Ever since former Booz Allen Hamilton contractor Edward Snowden started revealing national Security Agency documents earlier this year there has been renewed debate about what is the proper balance between public and private sector roles and participation in the intelligence community. This is an issue, which, in recent years, has periodically come up, but has not received the same critical scrutiny in the sustained way the role of private military and security contractors operating in Iraq or Afghanistan has.
But with the advantage of hindsight there were warning signs long before Snowden appeared on the scene. For example, consider an article published in a past issue of the Brown Journal of World Affairs (Fall 2011). The author is Armin Krishnan, a visiting assistant professor of security studies at the University of Texas at El Paso and author of the book War as Business.

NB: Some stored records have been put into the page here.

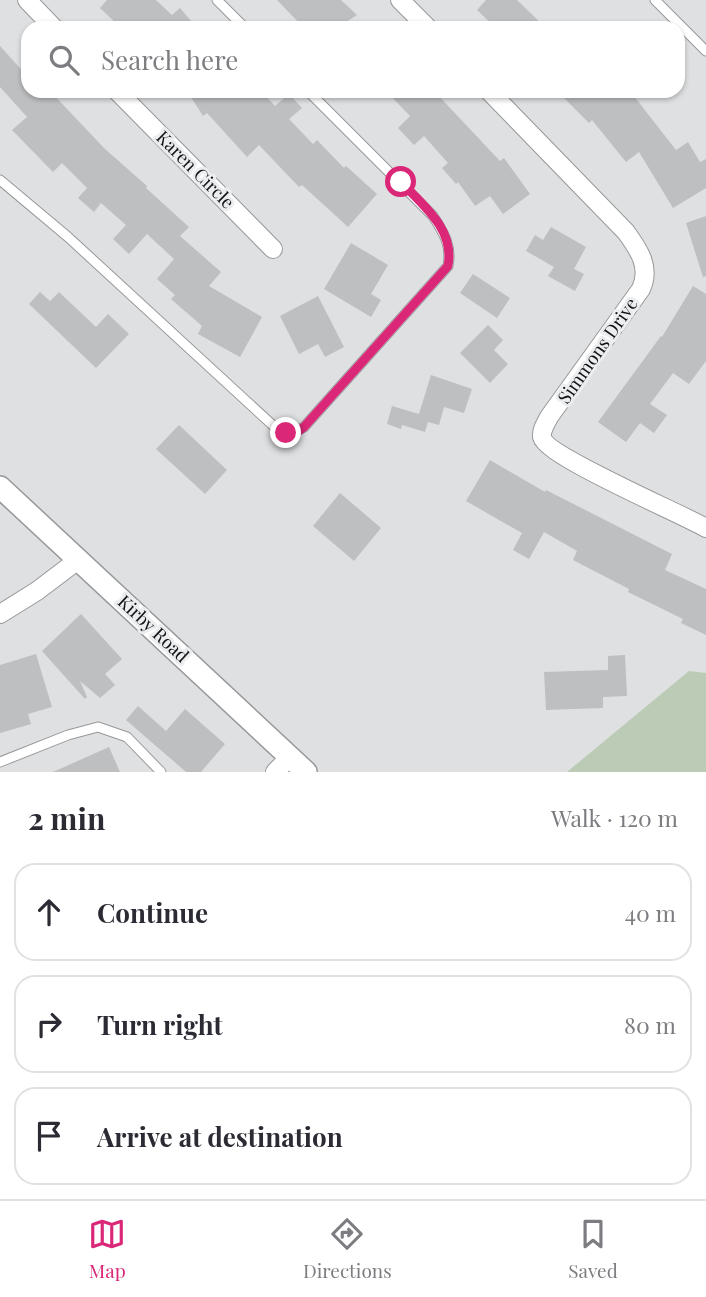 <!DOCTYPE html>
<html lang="en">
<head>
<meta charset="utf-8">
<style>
  :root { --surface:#fff; --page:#f7f7f7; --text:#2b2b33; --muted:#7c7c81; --line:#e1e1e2; --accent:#db2777 }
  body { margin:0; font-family:"Playfair Display",serif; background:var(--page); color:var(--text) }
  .stop { position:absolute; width:21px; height:21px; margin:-16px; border:5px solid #db2777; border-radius:50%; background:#fff }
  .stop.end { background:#db2777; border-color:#fff; box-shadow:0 2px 7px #0008 }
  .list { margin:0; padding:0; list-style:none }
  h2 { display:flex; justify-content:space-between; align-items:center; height:91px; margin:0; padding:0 28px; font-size:30px }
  h2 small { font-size:23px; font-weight:400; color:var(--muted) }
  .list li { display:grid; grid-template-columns:46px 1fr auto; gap:21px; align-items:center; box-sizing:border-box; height:98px; margin:0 14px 14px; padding:0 14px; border:2px solid var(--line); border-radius:21px }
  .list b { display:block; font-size:26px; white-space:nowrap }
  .list em { font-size:23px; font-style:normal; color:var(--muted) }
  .icon { flex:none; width:38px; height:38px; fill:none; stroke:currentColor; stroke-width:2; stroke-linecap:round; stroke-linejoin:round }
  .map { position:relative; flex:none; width:706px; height:772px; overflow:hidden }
  .search { position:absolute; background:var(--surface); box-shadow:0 2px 5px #0004; left:21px; right:21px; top:21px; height:77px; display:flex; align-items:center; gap:18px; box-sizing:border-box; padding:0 24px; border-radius:21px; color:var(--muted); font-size:26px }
  .sheet { height:427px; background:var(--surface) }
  nav { display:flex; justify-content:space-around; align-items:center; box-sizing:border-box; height:98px; border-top:2px solid var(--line); background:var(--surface); font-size:19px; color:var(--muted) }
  nav a { display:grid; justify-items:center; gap:4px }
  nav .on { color:var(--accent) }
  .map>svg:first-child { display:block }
</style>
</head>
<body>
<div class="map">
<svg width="706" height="772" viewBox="0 0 706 772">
  <rect width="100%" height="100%" fill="#dee0e1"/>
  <!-- green -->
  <path fill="#bbcbb5" d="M689 671 706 673V772H567Z"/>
  <!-- building -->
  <path fill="#bdbfc0" d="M107 0H156L172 15 180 8 197 28H121L100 8Z
    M277 0H341L357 15 337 28H304Z
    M486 0H517L546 28H496L477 10Z
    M0 46 28 77V91H50L105 149 147 186 146 188 189 227 180 236 221 272 209 286 262 317 240 357 198 334 202 326 171 299 175 295 157 279 174 259 147 234 129 254 113 239 126 225 101 203 94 212 78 198 87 188 62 163 53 172 12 130 27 117 0 87Z
    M187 91H261L275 106 289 94 302 108 289 119 313 144 317 140 344 168 346 166 377 194 348 227 302 185 299 187 259 145 247 157 207 113 203 116Z
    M386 91H434L500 161 504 158 530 194 503 214 490 196 475 206 458 182 456 184 442 168 448 163 424 136 414 145 398 128 410 116Z
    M557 91H630L676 150 688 142 700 162 706 159V188L673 208 639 152 626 162 592 120 589 123Z
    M706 216V276L703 277 686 223Z
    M551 227 586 247 574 269 584 274 575 291 548 276 554 267 526 251 535 235 543 240Z
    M351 243 388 265 371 294 381 300 371 317 324 289Z
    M473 274 510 298 497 318 460 293Z
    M693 286 706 294V361L689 384 673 373 650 404 667 415 654 433 640 423 626 442 598 422 661 336 662 337Z
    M40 292 50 301 59 292 96 327 108 314 129 334 96 368 29 304Z
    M318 296 344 347 325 357 318 344 299 354 280 316Z
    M488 325 503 340 494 350 508 364 490 383 460 353Z
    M431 375 472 389 464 413 444 407 439 425 428 422 425 432 402 425 401 429 387 424 392 406 419 414Z
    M179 425 227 470 205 494 156 449Z
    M490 460 545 492 546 490 672 554 665 570 706 589V635L681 623 683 619 628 592 629 589 573 560 577 551 544 532 529 559 513 550 522 533 466 501Z
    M340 493 381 528 354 561 313 526Z
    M81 614 122 659 105 674 115 685 100 698 80 681 87 697 85 699 42 651Z
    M36 654 52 707 28 714 31 724 0 733V665Z
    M625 655 627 696 603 697V708L546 710 544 672 608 670V656Z
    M138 706 166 731 185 709 225 744 201 772H186L126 720Z
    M109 747 120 772H53Z"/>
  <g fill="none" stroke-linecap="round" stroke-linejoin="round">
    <defs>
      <path id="service" d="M217 0 245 28
        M655 0 706 51
        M0 180 68 237 279 431C289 434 296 432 304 427L448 266C452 246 444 233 433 216L308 91
        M0 762 68 735 98 727 127 737 161 772"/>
      <path id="minor" d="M27 0 54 28
        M400 0 428 28
        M117 91 273 249
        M489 91 626 232C639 250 651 267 641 289L549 417C546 423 541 430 542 437 546 456 682 514 706 528
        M0 614 37 591 78 560
        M275 772 290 757"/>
      <path id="tertiary" d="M0 487 306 772"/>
    </defs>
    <!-- service casing -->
    <use href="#service" stroke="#97989a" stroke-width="11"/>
    <!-- minor casing -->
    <use href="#minor" stroke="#97989a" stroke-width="20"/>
    <!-- tertiary casing -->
    <use href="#tertiary" stroke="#97989a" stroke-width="24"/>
    <!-- service -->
    <use href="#service" stroke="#fff" stroke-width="9"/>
    <!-- minor -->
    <use href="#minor" stroke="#fff" stroke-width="18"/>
    <!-- tertiary -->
    <use href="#tertiary" stroke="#fff" stroke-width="21"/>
  </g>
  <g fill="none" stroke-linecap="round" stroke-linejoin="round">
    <!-- route -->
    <path stroke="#db2777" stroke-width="9" d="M286 433 297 432 304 427 448 266C455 230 424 206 401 182"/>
  </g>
  <g text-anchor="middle" stroke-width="6" stroke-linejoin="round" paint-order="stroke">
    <!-- street labels -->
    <g font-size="18" fill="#121313" stroke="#ebedef">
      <text transform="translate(195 170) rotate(45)" y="6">Karen Circle</text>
      <text transform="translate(598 351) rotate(-55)" y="6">Simmons Drive</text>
      <text transform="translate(153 629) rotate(43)" y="6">Kirby Road</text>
    </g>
  </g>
</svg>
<div class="stop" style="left:401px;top:182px"></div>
<div class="stop end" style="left:286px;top:433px"></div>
<div class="search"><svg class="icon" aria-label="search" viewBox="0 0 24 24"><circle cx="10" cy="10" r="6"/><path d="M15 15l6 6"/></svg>Search here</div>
</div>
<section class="sheet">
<h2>2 min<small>Walk · 120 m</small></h2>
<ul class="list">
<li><svg class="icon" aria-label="ahead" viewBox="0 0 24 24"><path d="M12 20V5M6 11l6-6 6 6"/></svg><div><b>Continue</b></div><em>40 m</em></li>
<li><svg class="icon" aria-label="right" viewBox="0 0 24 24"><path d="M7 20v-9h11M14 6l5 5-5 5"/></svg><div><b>Turn right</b></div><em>80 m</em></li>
<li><svg class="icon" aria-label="arrive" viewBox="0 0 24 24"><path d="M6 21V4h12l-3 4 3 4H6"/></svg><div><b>Arrive at destination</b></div></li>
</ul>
</section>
<nav>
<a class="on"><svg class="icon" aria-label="map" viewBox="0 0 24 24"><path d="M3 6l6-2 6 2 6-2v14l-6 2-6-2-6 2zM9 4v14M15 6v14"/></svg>Map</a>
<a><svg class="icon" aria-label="directions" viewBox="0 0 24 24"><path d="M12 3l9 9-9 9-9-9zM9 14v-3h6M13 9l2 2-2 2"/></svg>Directions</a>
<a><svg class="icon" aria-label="saved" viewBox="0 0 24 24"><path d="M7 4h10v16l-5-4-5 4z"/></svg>Saved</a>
</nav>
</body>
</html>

The first thing to note is that he is not, per se, opposed to privatizing some functions of the intelligence community which, traditionally, have been held to be an “inherently governmental” function and, thus, only to be performed by government workers. He writes, “The outsourcing of intelligence gathering is not necessarily a problem in itself and is certainly nothing new in the United States. The U.S. government has a long history of reliance on contractors and private companies in the field of intelligence.”
That said, he still thinks intelligence outsourcing has gone too far. Among his reasons:
The trend toward intelligence privatization and outsourcing is a cause for concern for many reasons. First, it breeds corruption and gross inefficiency. Second, it has resulted in massive abuses of civil liberties and human rights. Third, it weakens the quality of intelligence products, as national intelligence becomes dominated by private interests with strong incentives for biased reporting. Fourth, it creates difficulties for the control and oversight of intelligence activities, as it is more difficult for the government to monitor contracted companies and private companies have less obligation to turn over information to congressional oversight bodies. Fifth, in the long term, it will cause a loss of core competencies and expertise to the private sector, especially as it concerns technology.